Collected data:
************
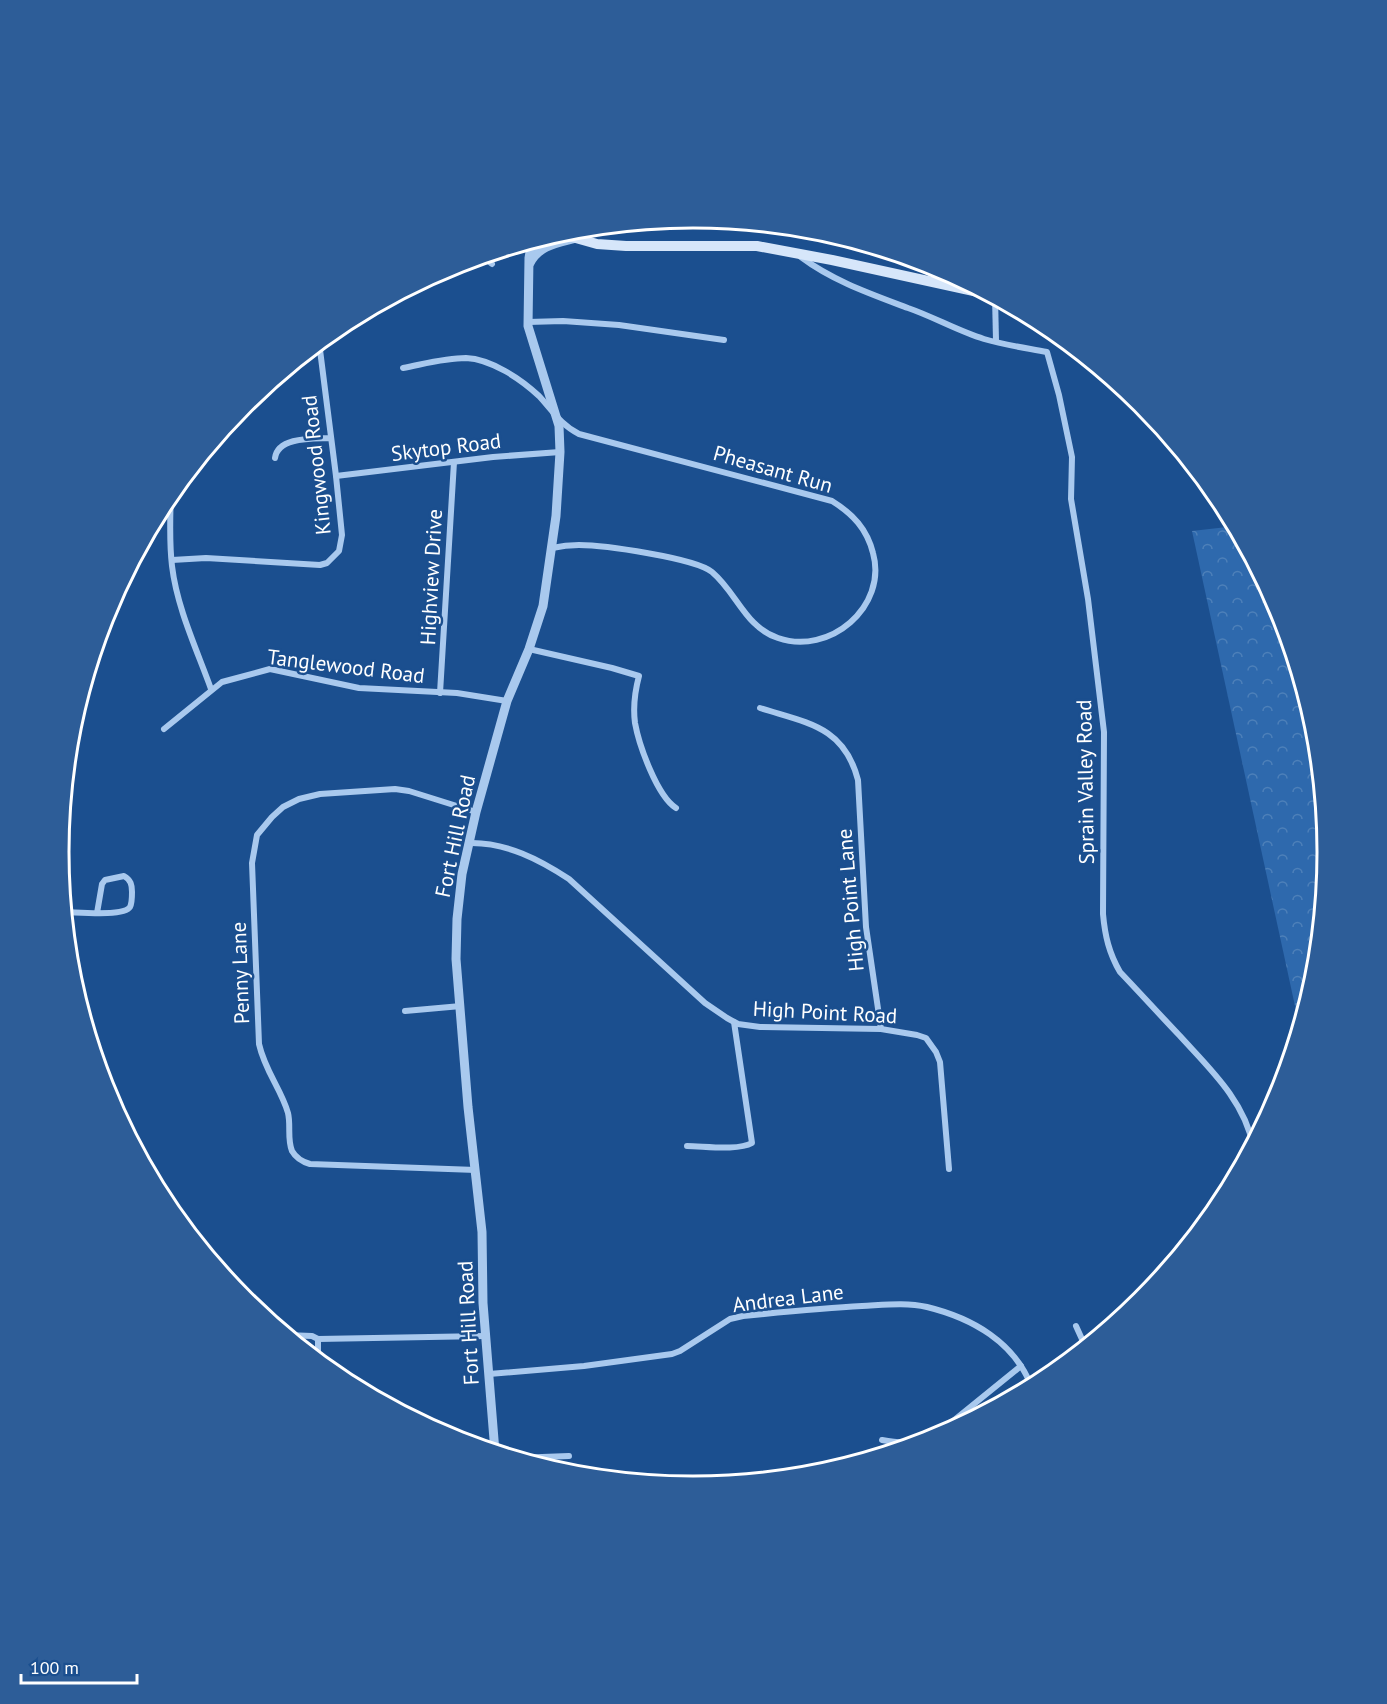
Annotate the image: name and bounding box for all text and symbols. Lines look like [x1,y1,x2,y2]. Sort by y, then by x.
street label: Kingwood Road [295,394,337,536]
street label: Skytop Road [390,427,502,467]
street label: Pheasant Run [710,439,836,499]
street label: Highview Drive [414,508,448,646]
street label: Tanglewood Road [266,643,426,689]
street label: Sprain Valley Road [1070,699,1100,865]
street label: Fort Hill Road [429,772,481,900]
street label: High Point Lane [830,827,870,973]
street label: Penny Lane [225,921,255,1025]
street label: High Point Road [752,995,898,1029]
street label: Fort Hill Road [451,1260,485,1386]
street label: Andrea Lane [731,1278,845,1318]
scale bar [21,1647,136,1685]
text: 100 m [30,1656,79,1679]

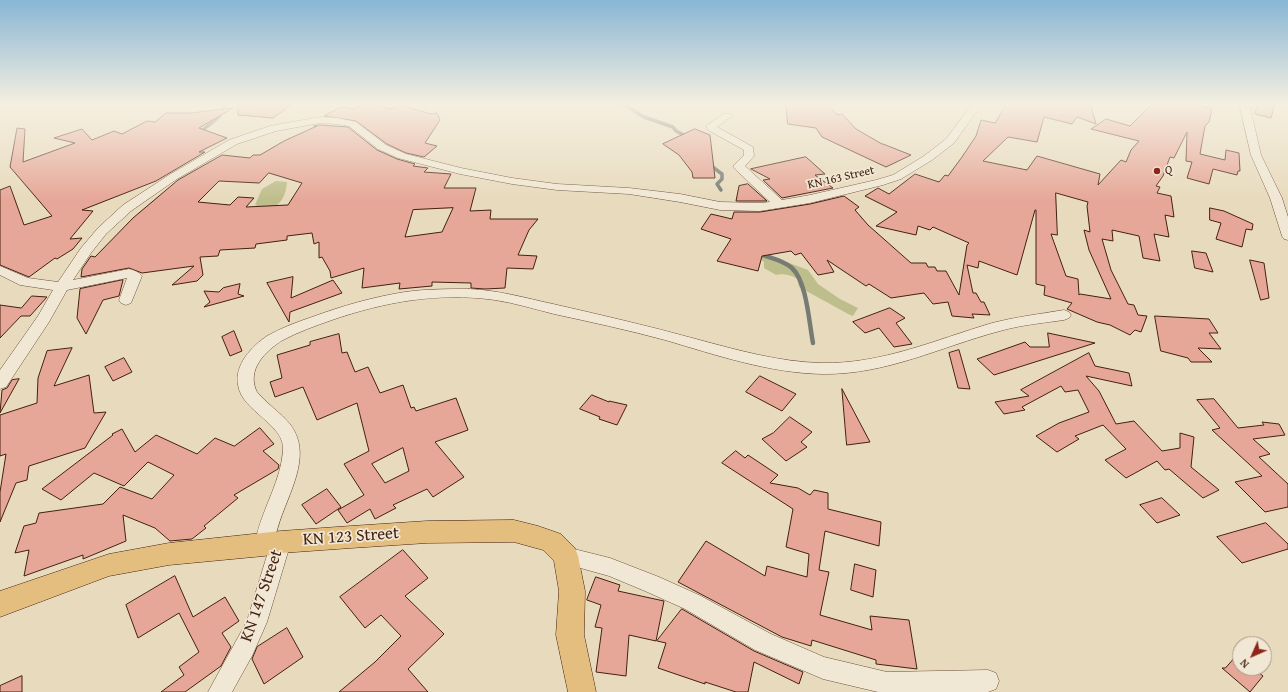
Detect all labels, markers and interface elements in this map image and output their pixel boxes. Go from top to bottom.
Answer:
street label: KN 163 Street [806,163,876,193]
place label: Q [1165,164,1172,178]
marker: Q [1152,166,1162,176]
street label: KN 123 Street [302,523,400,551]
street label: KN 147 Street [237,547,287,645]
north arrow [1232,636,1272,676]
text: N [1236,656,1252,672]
************
Exercise directions: Look above for the line that holds "Detect all labels, markers", then copy it and each line after it exactly, through the last line of the data.

Solution below:
Detect all labels, markers and interface elements in this map image and output their pixel boxes. Go from top to bottom.
Answer:
street label: KN 163 Street [806,163,876,193]
place label: Q [1165,164,1172,178]
marker: Q [1152,166,1162,176]
street label: KN 123 Street [302,523,400,551]
street label: KN 147 Street [237,547,287,645]
north arrow [1232,636,1272,676]
text: N [1236,656,1252,672]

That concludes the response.